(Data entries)
· · ·

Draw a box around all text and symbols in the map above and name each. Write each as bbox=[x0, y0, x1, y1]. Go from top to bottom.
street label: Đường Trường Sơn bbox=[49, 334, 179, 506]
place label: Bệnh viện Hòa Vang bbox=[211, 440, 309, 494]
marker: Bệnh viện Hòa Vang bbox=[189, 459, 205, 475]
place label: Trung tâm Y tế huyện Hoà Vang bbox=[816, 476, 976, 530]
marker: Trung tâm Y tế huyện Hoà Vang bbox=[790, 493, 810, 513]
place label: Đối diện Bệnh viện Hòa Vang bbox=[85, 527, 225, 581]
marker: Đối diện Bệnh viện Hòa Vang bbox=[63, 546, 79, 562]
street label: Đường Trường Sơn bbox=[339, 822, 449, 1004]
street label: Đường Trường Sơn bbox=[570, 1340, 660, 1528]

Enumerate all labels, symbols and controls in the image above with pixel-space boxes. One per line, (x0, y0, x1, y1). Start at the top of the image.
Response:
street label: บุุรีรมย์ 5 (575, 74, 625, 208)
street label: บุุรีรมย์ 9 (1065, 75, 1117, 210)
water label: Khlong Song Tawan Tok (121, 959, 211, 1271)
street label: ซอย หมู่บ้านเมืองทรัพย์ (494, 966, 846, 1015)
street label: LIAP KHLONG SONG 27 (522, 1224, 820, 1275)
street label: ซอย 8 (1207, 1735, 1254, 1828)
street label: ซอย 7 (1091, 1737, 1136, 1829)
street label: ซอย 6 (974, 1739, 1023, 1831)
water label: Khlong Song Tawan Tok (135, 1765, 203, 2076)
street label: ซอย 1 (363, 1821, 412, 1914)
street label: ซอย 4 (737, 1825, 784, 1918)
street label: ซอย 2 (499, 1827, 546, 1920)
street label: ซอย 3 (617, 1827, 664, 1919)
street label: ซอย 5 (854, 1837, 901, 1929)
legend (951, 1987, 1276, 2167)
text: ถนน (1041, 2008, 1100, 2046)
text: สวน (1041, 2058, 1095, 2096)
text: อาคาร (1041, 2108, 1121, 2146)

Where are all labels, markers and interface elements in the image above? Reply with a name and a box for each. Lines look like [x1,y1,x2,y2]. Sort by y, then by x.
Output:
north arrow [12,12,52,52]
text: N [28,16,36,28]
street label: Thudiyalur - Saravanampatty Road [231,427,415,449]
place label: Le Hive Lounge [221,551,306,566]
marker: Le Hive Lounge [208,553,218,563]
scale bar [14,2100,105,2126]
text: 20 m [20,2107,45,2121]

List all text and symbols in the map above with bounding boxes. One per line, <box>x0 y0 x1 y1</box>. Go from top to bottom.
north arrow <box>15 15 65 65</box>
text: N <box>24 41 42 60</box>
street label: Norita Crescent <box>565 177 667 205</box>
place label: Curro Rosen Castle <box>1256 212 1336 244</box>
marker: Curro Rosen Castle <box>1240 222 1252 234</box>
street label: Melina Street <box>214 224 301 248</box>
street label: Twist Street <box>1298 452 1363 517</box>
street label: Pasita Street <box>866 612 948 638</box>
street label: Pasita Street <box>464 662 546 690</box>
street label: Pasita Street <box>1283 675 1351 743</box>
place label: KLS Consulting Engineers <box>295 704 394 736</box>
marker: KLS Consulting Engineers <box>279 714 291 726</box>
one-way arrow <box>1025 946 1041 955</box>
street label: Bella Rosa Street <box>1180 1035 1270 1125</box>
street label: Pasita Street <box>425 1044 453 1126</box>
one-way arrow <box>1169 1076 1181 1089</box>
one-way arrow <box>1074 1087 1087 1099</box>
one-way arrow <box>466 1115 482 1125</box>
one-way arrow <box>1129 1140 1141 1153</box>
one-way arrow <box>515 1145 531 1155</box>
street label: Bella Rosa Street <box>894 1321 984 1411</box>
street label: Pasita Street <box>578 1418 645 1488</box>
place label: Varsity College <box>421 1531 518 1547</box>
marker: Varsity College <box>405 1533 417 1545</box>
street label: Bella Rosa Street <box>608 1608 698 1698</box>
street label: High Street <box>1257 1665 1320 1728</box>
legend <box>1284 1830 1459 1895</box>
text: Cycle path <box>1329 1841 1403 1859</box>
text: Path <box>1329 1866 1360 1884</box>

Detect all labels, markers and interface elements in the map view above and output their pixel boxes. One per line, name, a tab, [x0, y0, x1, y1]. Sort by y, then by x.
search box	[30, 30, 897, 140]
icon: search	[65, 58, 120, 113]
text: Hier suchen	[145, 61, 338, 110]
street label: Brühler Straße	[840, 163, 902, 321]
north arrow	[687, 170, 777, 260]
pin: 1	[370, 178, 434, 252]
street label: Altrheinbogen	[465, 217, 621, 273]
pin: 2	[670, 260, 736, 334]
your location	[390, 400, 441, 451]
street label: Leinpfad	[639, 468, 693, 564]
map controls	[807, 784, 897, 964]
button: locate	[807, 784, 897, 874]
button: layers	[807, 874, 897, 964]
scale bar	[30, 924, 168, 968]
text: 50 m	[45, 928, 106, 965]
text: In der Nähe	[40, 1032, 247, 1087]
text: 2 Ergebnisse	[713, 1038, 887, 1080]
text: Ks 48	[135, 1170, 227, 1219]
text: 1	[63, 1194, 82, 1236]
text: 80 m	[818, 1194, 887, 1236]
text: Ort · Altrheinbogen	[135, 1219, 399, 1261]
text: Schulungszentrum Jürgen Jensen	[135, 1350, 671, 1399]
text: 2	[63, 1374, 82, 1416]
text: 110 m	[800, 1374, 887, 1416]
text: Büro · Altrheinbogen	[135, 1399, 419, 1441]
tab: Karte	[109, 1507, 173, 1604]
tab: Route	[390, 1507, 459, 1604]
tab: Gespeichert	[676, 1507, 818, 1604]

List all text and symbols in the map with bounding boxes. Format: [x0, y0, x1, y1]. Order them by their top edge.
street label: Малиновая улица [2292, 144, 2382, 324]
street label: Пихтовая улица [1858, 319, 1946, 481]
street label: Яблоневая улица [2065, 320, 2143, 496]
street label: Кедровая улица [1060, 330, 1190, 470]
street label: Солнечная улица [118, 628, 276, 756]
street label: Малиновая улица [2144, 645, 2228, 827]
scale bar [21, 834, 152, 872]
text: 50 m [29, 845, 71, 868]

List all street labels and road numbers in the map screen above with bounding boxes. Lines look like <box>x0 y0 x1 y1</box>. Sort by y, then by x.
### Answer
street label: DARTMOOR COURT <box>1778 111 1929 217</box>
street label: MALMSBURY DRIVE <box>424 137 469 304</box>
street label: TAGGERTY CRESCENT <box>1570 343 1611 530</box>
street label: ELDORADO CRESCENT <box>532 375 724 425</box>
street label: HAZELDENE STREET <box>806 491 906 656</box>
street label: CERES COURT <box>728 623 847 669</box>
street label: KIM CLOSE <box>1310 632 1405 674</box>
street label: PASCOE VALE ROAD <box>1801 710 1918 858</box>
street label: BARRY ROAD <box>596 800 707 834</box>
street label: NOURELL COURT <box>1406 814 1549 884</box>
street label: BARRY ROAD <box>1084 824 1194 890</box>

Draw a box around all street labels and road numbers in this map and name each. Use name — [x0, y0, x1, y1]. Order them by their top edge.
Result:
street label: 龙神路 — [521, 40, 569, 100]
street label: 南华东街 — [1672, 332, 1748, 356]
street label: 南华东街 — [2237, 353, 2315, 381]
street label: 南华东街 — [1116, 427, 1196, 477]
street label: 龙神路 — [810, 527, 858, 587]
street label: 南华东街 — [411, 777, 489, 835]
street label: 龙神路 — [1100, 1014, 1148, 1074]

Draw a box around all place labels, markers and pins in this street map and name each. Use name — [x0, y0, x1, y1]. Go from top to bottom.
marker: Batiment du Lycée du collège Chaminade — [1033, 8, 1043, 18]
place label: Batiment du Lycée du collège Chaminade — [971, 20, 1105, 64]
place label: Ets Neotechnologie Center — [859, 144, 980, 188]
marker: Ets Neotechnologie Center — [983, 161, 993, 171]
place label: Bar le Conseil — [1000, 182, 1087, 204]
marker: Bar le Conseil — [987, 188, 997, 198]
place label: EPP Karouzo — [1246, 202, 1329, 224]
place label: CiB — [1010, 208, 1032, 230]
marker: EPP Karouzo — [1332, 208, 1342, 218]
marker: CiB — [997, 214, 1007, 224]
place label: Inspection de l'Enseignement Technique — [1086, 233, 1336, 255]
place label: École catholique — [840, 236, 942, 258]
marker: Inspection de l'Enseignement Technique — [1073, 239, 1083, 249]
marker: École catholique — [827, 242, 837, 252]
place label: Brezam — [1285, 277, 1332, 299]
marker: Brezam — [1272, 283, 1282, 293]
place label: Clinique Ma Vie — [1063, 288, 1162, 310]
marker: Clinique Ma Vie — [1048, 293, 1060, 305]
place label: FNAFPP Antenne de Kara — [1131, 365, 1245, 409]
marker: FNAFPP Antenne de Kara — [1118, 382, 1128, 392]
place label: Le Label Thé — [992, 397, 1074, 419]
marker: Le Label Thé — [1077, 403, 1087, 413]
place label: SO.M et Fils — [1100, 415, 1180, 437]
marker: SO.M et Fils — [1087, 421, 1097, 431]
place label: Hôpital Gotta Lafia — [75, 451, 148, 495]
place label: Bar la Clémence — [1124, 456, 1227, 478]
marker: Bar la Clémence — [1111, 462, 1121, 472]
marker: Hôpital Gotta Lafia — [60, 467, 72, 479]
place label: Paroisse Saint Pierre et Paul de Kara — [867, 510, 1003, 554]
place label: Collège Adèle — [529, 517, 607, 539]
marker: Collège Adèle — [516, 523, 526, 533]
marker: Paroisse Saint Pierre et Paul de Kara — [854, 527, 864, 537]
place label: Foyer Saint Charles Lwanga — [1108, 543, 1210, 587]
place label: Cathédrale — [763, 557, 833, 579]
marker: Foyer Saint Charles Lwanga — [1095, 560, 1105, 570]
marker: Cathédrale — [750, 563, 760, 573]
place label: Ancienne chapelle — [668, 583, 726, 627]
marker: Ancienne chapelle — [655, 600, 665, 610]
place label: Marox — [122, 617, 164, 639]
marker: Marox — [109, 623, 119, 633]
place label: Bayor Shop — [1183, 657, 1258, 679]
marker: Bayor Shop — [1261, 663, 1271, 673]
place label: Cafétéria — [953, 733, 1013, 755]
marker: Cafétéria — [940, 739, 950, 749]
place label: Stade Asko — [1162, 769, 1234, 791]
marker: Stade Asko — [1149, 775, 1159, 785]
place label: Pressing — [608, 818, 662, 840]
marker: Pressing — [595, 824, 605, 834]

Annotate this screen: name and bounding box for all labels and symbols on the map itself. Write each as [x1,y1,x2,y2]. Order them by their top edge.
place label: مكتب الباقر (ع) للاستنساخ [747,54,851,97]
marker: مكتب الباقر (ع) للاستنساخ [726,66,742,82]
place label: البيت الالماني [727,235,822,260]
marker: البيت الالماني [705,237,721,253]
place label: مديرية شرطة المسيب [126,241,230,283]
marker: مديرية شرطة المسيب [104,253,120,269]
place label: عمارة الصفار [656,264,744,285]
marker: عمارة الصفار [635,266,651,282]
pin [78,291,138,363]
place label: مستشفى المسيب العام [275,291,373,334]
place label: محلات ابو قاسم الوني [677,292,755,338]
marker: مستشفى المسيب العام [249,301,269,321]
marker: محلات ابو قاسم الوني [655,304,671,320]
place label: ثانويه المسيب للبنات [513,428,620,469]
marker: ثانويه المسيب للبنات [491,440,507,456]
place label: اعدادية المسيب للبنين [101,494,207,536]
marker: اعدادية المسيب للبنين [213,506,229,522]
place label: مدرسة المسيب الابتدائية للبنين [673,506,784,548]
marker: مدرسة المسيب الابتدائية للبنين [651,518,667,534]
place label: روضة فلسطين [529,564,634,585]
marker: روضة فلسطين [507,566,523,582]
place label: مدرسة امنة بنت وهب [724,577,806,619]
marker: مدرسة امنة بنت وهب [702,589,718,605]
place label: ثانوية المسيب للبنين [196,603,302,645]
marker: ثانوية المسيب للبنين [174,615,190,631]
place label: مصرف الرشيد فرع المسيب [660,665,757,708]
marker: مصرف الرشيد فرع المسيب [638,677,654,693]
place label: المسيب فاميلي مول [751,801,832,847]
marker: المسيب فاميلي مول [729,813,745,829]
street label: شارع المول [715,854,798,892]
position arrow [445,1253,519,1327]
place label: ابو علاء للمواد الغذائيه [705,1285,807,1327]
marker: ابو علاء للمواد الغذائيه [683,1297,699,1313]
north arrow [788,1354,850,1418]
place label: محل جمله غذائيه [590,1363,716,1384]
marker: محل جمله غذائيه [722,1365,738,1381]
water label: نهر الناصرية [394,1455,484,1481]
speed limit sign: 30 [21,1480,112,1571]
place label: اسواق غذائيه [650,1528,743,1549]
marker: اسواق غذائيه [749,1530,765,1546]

· · ·

» Work task:
In exact wording, restate the lines of the data above from the first through the one holding "Enumerate all labels, symbols", and stop after that line.

» Expected output:
Draw a box around all text and symbols in the map above and name each. Write each as bbox=[x0, y0, x1, y1]. Go from top to bottom.
street label: Đường Trường Sơn bbox=[49, 334, 179, 506]
place label: Bệnh viện Hòa Vang bbox=[211, 440, 309, 494]
marker: Bệnh viện Hòa Vang bbox=[189, 459, 205, 475]
place label: Trung tâm Y tế huyện Hoà Vang bbox=[816, 476, 976, 530]
marker: Trung tâm Y tế huyện Hoà Vang bbox=[790, 493, 810, 513]
place label: Đối diện Bệnh viện Hòa Vang bbox=[85, 527, 225, 581]
marker: Đối diện Bệnh viện Hòa Vang bbox=[63, 546, 79, 562]
street label: Đường Trường Sơn bbox=[339, 822, 449, 1004]
street label: Đường Trường Sơn bbox=[570, 1340, 660, 1528]

Enumerate all labels, symbols and controls in the image above with pixel-space boxes. One per line, (x0, y0, x1, y1). Start at the top of the image.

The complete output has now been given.